• [Work to complete] Using the records below, find every line that includes "fabs" and copy it.
┌──
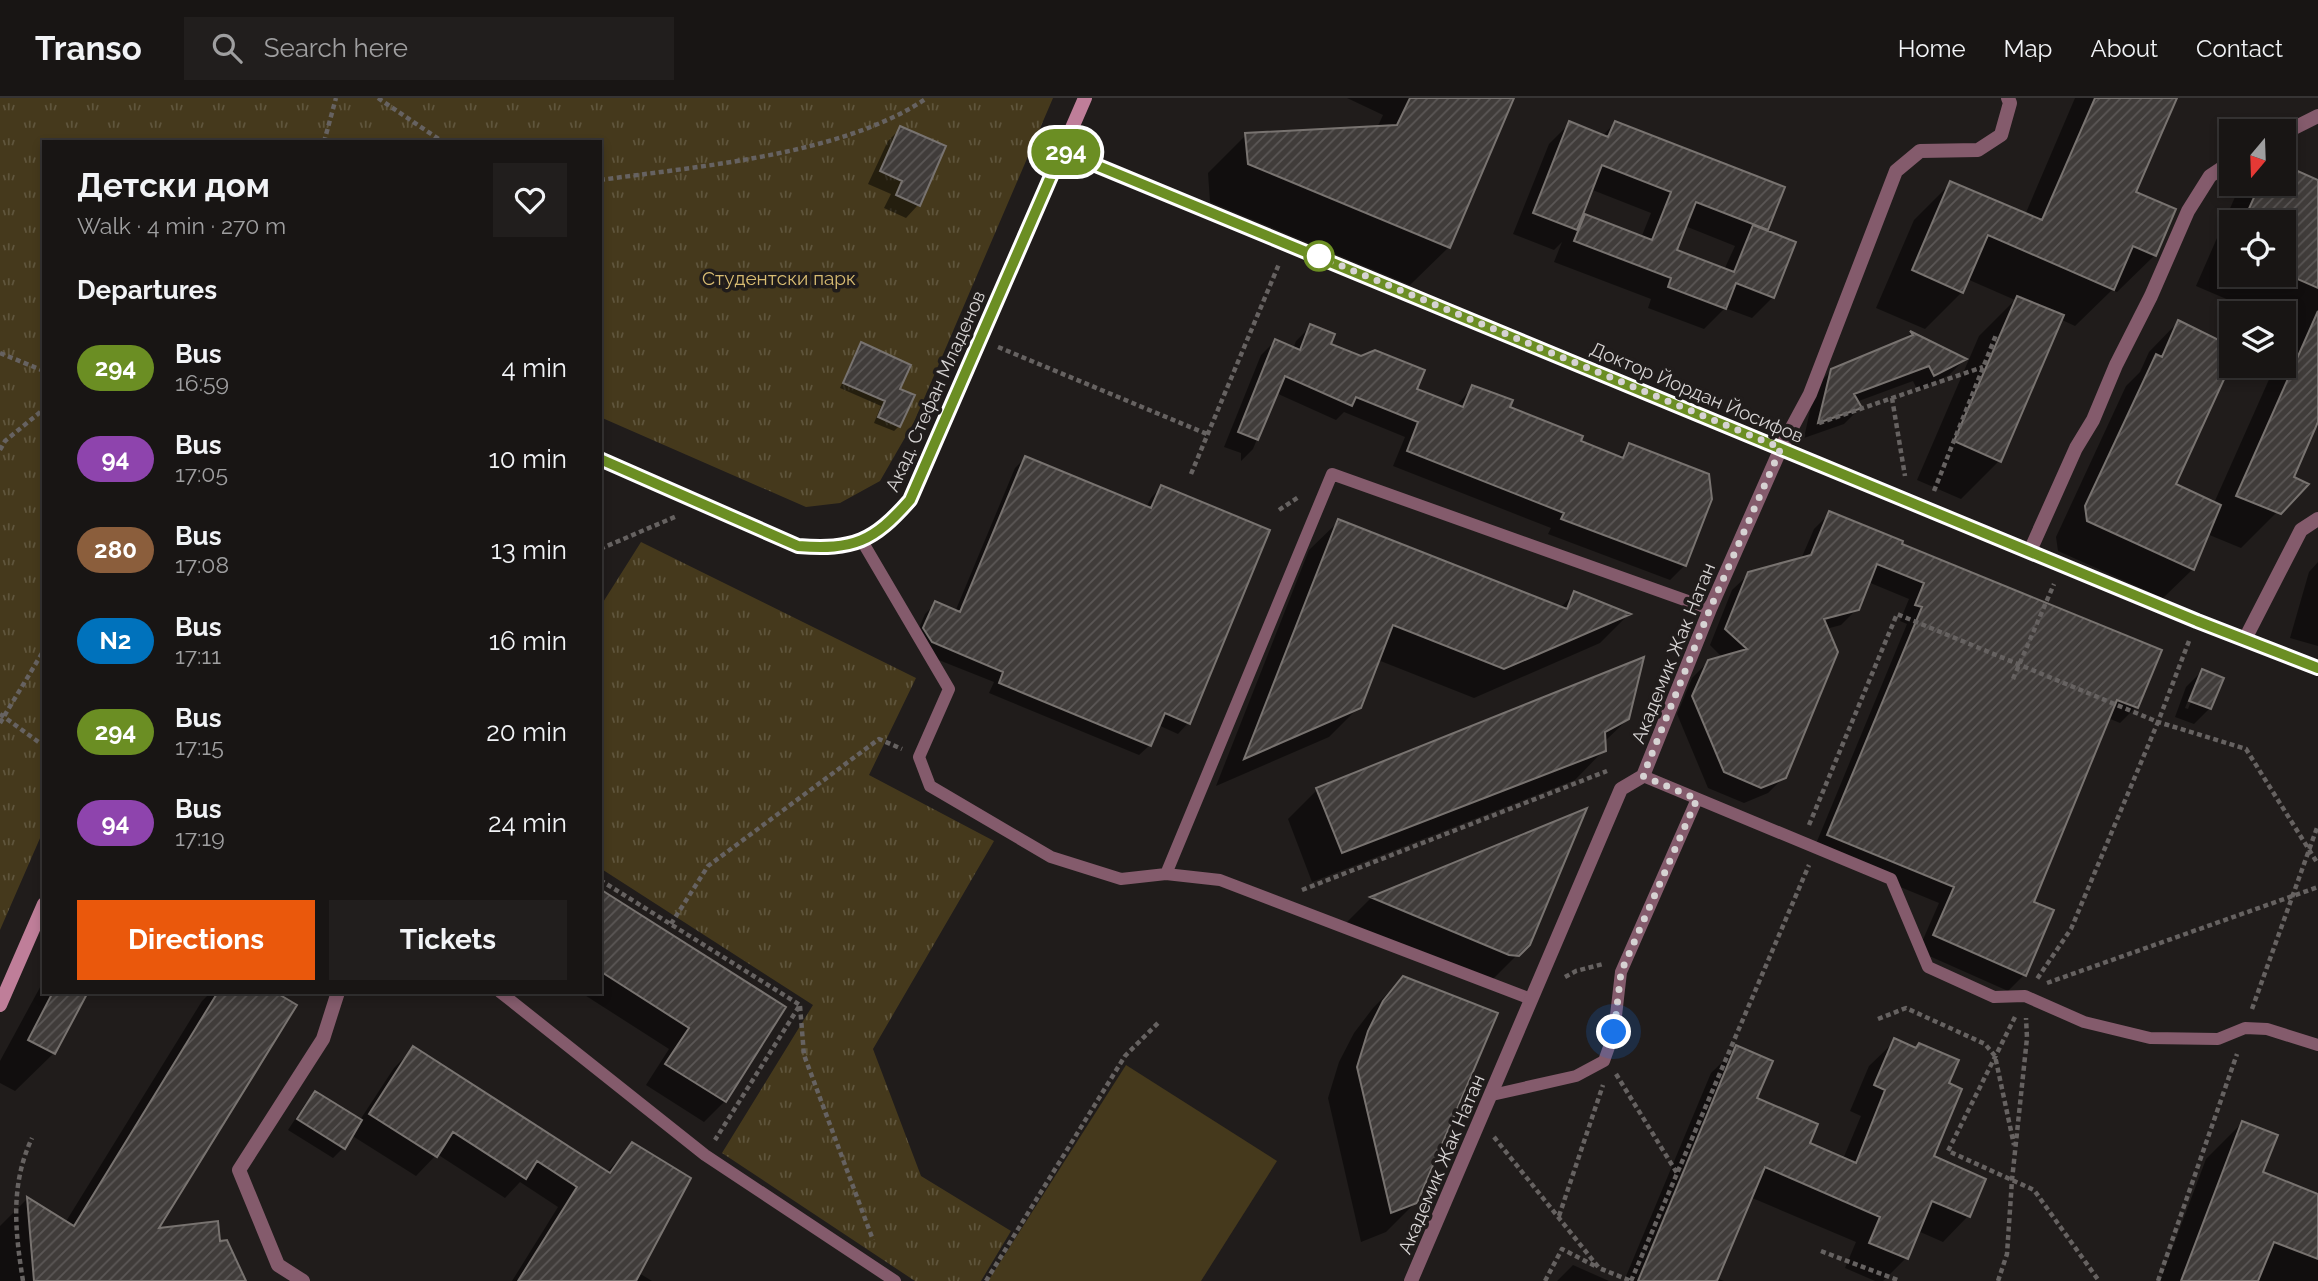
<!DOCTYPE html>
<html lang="en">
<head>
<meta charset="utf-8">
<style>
	body { margin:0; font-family:Raleway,sans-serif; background:#211e1d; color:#f1f3f6; height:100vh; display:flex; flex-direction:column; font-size:26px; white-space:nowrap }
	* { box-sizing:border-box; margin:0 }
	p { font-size:23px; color:#9f9fa0 }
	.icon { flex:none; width:38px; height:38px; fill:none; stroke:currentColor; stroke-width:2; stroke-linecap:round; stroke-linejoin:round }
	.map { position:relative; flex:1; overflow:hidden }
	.panel { position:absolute; left:42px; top:42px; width:560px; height:854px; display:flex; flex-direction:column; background:#181514; border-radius:0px; box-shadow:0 4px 10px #0003,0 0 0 2px #363434 }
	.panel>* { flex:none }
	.badge { padding:0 14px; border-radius:23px; font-size:24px; line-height:46px }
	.needle { width:46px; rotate:199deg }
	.fabs { position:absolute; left:2219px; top:21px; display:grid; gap:14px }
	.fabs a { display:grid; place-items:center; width:77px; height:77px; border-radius:0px; background:#181514; box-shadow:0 4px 10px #0003,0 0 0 2px #363434; font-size:35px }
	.you { position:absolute; width:35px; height:35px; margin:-18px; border:5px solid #fff; border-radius:50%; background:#1a73e8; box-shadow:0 0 0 10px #1a73e833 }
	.map>.badge { position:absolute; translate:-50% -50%; box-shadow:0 0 0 4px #fff }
	h2 { padding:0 35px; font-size:26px; line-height:63px }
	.round { display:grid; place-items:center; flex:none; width:74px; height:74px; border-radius:0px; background:#211e1d }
	.head { display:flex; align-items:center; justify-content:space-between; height:119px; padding:0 35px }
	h1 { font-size:33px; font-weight:700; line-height:52px }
	.cta { display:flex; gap:14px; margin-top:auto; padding:14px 35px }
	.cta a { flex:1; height:80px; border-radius:0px; background:#ea580c; color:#fff; font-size:28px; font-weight:700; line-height:80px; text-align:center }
	.cta a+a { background:#211e1d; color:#f1f3f6 }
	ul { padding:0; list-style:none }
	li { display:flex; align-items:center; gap:21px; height:91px; padding:0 35px }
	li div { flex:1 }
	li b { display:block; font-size:26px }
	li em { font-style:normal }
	li .badge { min-width:77px; font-weight:700; text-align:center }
	header { display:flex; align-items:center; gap:42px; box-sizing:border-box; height:98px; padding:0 35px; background:#181514; border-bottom:2px solid #363434 }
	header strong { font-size:33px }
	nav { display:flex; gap:38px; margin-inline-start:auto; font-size:24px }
	.search { width:490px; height:63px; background:#211e1d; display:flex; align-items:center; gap:18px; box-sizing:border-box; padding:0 24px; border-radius:0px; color:#9f9fa0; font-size:26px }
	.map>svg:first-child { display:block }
	.park { fill:url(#park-tufts) }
	.pitch { fill:#45391c }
	.shadow { fill:#0007; fill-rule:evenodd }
	.building { fill:url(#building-hatch); stroke:#787370; stroke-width:2 }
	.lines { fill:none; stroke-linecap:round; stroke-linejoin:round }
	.path { stroke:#666261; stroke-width:4.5; stroke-dasharray:5 3.5; stroke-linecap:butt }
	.lane { stroke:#845b6c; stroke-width:12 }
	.street { stroke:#845b6c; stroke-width:14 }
	.secondary { stroke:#bf7e99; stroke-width:14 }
	.line-casing { stroke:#fff; stroke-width:16 }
	.line { stroke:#6b8e23; stroke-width:10 }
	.walk { stroke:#d6d3d3; stroke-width:7; stroke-dasharray:0 12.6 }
	.stop-dot { fill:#fff; stroke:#6b8e23; stroke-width:3.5 }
	.labels { text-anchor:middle; stroke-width:7; stroke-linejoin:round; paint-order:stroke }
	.park-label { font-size:19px; fill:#d8bc72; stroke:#201c1b }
	.street-label { font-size:19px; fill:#d6d3d3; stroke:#201c1b }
</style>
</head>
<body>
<header>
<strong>Transo</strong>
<div class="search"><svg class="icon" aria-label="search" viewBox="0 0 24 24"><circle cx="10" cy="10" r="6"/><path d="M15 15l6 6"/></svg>Search here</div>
<nav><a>Home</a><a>Map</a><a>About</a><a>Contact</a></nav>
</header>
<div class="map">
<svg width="2318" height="1183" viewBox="0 0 2318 1183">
	<defs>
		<pattern id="park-tufts" width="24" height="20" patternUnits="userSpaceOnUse" patternTransform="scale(1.75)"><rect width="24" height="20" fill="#45391c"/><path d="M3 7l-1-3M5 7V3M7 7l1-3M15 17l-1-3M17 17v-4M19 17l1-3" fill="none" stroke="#5f553c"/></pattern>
		<pattern id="building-hatch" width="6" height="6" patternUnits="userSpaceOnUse" patternTransform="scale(1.75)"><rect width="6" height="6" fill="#403c3a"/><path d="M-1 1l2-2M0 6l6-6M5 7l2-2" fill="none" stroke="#5b5756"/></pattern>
	</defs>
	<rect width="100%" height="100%" fill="#201c1b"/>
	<!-- park -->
	<path class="park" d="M0,0H1053L914,324L880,383L840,405L806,409L600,319V44H44V731L0,832Z
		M641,444L916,580L869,677L994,743L873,951L921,1078L1011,1133L981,1183H915L722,1055L813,907L600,770V509Z"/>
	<!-- pitch -->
	<path class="pitch" d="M1126,967L1277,1063L1201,1183H988Z"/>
	<!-- shadow -->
	<path class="shadow" d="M1347,0H1512L1449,149L1410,187L1210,104L1208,75L1246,37L1377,30L1383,17Z
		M2075,0H2175L2134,95L2155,157L2117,194L2112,192L2075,228L2060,221L1999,363L1961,401L1917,382L1979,238L2015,202L1967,181L1962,194L1925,231L1876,210L1914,122L1951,85L2025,117Z
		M1570,25L1602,38L1615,25L1767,131L1764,134L1773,199L1752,220L1725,210L1704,231L1648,210L1651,201L1554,164L1562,144L1554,152L1513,136L1549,46ZM1590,91L1651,115L1641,140L1585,118L1577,126ZM1685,128L1735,148L1724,172L1675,153Z
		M901,30L944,49L918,107L906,120L884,110L891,96L868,86L888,43Z
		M2284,69L2318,84V319L2277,414L2241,450L2207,436L2193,471L2163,500L2058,453L2056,439L2126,288L2140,274L2149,254L2178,224L2231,249V262L2174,387L2214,405L2275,268H2284V248L2292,230L2284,226V215H2259L2196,188L2235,99L2248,86H2284ZM2231,124H2284V177H2231Z
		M1311,228L1328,247L1415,292L1456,308L1473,289L1508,310L1579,344L1617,360L1630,347L1685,467L1670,482L1548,436L1551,430L1393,368L1405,339L1344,314L1336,322L1276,295L1253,351L1241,363V355L1224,349L1261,257L1275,243L1293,251L1296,243Z
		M1911,235L1964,262L1949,277L1918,293L1913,283L1856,304L1860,310L1844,326L1804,340L1815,289L1832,272L1901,244Z
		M861,246L898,292L899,328L894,333L874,325L881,308L840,290L857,251Z
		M1025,360L1146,410L1151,400L1161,389L1188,625L1178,636L1158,627L1150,647L1139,657L989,595L994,584L921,555L914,542L925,516L935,506L955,514L1015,370Z
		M1830,415L1900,447L2159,553L2136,609L2120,625L2108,620L2032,805L2024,877L2008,893L1918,853L1939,805L1813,753L1907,526L1900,523L1909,501L1868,484L1857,511L1841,527L1826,531L1784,679L1768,695L1744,705L1708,690L1677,616L1692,580L1708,564L1723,560L1710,547L1732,492L1749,476L1801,461L1814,431Z
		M1339,423L1560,510L1575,495L1628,517L1600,545L1474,600L1378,562L1359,609L1329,639L1216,688L1309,452Z
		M2318,464V548L2290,540L2309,474Z
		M2202,573L2210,610L2194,626L2175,619L2186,589ZM2193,590H2196L2188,611L2185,610Z
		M1628,621L1604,644V652L1575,682L1312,784L1288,721L1317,692Z
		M1584,713L1528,846L1488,886L1343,828L1371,800Z
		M600,793L784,910L725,1003L704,1024L646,987L669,951L580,894H600Z
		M1403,880L1416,1104L1386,1134L1361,1144L1328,1000L1339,964L1354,935L1373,910Z
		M44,882V894H86L54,955L15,993L0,985V963Z
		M211,894H272L156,1132L219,1145L242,1183H0V1128L27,1101L65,1125L202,903Z
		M1895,943L1914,951L1919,947L1947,986L1931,1059L1984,1082L1968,1118L1943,1144L1918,1133L1906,1160L1883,1183H1875L1845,1170L1856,1144L1750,1099L1716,1180L1724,1183H1624L1711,975L1737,950L1754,1001L1808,1046L1843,1061L1861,1018L1850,1013L1869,968Z
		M413,951L606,1075L633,1046L639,1175L652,1183H512L558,1109L520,1084L505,1100L437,1056L416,1078L351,1037L343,1050L333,1060L288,1032L305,1006L315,995L360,1022L394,970Z
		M2242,1025L2261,1075L2318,1098V1183H2160L2206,1061Z
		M1573,1167L1609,1183H1557Z"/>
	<!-- building -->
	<path class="building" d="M1410,0H1514L1450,150L1248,66L1245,35L1397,27Z
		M2095,0H2177L2136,94L2176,111L2156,158L2133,148L2114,192L1988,137L1963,195L1912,172L1950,83L2042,122Z
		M1569,23L1608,39L1615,23L1785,89L1768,132L1696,104L1677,152L1734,174L1753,127L1796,144L1774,200L1736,185L1726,211L1668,189L1671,180L1574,143L1585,116L1652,142L1671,94L1602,67L1577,132L1533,115Z
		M900,28L946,48L920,108L896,97L902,83L880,73Z
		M2284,67L2318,82V190L2284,175V124H2243L2260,86H2284Z
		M2017,198L2064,217L2001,364L1954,343Z
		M2318,213V324L2294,379L2309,386L2281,416L2236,398Z
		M2178,222L2231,248V266L2176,386L2221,407L2194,472L2087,423L2085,408L2156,256L2162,259Z
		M1310,226L1335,236L1331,246L1361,258L1375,252L1425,272L1417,291L1463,309L1472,287L1513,302L1510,309L1583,338L1581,343L1623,360L1629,345L1709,376L1712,401L1686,468L1561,421L1564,415L1407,353L1418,324L1356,299L1352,308L1285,278L1258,342L1238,334L1275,241L1300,252Z
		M1910,233L1967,261L1934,278L1929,268L1854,296L1862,310L1818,325L1831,271L1913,237Z
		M861,244L911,267L900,291L915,297L900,329L878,319L885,303L843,285Z
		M1025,358L1151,410L1161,387L1270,432L1190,626L1165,615L1151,648L999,585L1003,574L932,544L923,530L935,503L960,514Z
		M1829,413L1903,443L1902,446L2162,552L2138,610L2117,602L2034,804L2054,812L2026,878L1933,837L1954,789L1827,737L1922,509L1915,507L1924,485L1877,466L1859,512L1824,521L1838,554L1786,680L1761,690L1724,674L1692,598L1708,562L1747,551L1725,531L1748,474L1811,457Z
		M1338,421L1567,511L1574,493L1631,516L1504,571L1393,527L1361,610L1244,661Z
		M1644,559L1629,621L1605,634L1606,653L1342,755L1316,690Z
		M2202,571L2224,580L2211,611L2189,603Z
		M1587,710L1530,847L1519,858L1509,857L1370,799Z
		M600,791L786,909L726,1004L665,966L689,930L600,873Z
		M1403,878L1498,915L1417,1105L1391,1115L1357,969L1368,933L1383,903Z
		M53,894H88L55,956L28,942Z
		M218,894H275L297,907L159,1130L218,1123L220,1143L227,1142L246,1183H34L27,1099L74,1128Z
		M1894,940L1916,950L1919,945L1959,962L1949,985L1962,991L1934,1058L1986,1081L1970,1119L1932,1103L1908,1161L1869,1145L1880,1119L1765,1069L1717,1183H1638L1736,947L1773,963L1757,1000L1818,1026L1810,1045L1856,1065L1885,992L1874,987Z
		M413,948L610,1075L632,1044L691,1080L636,1183H518L577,1089L537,1063L526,1081L453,1034L437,1059L369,1016Z
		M315,993L362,1022L345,1051L297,1021Z
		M2242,1023L2278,1037L2263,1074L2318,1096V1161L2274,1144L2258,1183H2181Z"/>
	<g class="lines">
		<!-- path -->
		<path class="path" d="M378,0L443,44
			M324,44L336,0
			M600,82C700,68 843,57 927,0
			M998,249L1207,336
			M0,255L44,273
			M1892,300L1905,378
			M1819,325L1983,269
			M0,352L5,343L44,311
			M1191,376L1279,166
			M1934,393L1996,237
			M1279,412L1300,398
			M600,451L677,418
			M2189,543L2158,624L2246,651L2318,766
			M2013,581L2054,486
			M0,616L44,648
			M0,625L44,552
			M1809,727L1897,516L2158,624L2071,831L2037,881
			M600,782L800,907L715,1042
			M1302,792L1607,673
			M671,826L708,768L879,641L902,651
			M1565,879L1576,873L1603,866
			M2047,885L2318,789
			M800,908L804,957L873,1142
			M2252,911L2318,727
			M2015,919L1948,1053L2034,1092L2099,1183
			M1878,921L1906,910L1985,946L1995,958L2014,1047
			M1616,976L1677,1075
			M1494,1039L1599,1170L1631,1183
			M1559,1118L1603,987
			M1821,1153L1900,1183
			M23,1183C15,1133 10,1087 32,1040
			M986,1183L1125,958L1158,925
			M1545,1183L1562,1151L1595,1168
			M1631,1183L1809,767
			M1998,1183L2007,1156L2012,1082L2027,940L2026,920
			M2158,1183L2237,956"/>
		<!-- lane -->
		<path class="lane" d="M862,443L949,591L919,659L930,688L1051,759L1121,781L1166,776L1220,782L1531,901
			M1643,678L1891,781L1928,869L1994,899L2025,898L2084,924L2150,940L2218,941L2245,930L2267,931L2318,947
			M1166,776L1332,376L1710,511
			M500,894L705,1057L895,1183
			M1492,997L1576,978L1604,963L1614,935L1621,874L1697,701"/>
		<!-- street -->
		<path class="street" d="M2284,35L2318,18
			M2030,453L2076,350L2093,322L2116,267L2151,198L2188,113L2210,78L2231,64
			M2245,541L2301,432L2318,421
			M303,1183L278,1167L239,1072L323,941L338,894
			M1411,1183L1621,691L1643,678L1710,511L1781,350L1810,296L1896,73L1920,53L1978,52L2001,37L2010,5L2008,0"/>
		<!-- secondary -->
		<path class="secondary" d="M1062,53L2197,523L2318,570
			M600,361L798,448C852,452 874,443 910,403L1085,0
			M0,907L44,806"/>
	</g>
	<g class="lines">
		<defs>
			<path id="line" d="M600,361L798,448C854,452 873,444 910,402L1062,53L2197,523L2318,570"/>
		</defs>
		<!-- line casing -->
		<use href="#line" class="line-casing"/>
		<!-- line -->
		<use href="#line" class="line"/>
		<!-- walk -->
		<path class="walk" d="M1319,158L1313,156L1781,350L1710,511L1643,678L1697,701L1621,874L1614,934"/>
	</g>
	<!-- markers -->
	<circle class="stop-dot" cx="1319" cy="158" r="14"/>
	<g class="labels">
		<!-- park labels -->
		<g class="park-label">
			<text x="779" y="187">Студентски парк</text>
		</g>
		<!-- street labels -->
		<g class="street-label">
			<text transform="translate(935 293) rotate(-66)" y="7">Акад. Стефан Младенов</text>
			<text transform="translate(1697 294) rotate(23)" y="7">Доктор Йордан Йосифов</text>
			<text transform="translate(1673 555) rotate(-68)" y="7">Академик Жак Натан</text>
			<text transform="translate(1441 1066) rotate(-67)" y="7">Академик Жак Натан</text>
		</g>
	</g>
</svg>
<div class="fabs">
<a><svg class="needle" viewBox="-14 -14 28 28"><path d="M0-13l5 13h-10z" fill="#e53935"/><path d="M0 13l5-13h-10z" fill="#9f9fa0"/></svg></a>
<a><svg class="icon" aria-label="locate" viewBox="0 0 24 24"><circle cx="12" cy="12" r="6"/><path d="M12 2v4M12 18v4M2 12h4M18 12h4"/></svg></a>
<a><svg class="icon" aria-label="layers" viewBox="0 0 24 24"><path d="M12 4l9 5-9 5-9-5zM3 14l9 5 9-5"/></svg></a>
</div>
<div class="you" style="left:1614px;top:934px"></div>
<b class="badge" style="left:1066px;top:54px;background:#6b8e23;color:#fff">294</b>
<section class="panel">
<div class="head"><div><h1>Детски дом</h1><p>Walk · 4 min · 270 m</p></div><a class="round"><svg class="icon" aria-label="heart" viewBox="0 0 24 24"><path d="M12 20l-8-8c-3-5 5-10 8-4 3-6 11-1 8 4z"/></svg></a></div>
<h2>Departures</h2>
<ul>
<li><span class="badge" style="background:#6b8e23;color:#fff">294</span><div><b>Bus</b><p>16:59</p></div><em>4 min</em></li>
<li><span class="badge" style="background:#8e44ad;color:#fff">94</span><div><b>Bus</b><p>17:05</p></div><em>10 min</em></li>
<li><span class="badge" style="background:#8b5e3c;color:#fff">280</span><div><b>Bus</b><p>17:08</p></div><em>13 min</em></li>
<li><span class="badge" style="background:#0072bc;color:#fff">N2</span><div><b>Bus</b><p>17:11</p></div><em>16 min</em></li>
<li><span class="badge" style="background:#6b8e23;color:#fff">294</span><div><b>Bus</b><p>17:15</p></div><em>20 min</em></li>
<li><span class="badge" style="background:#8e44ad;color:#fff">94</span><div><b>Bus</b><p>17:19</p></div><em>24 min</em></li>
</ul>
<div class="cta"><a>Directions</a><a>Tickets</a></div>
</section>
</div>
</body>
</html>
└──
• [Problem solution]
	.fabs { position:absolute; left:2219px; top:21px; display:grid; gap:14px }
	.fabs a { display:grid; place-items:center; width:77px; height:77px; border-radius:0px; background:#181514; box-shadow:0 4px 10px #0003,0 0 0 2px #363434; font-size:35px }
<div class="fabs">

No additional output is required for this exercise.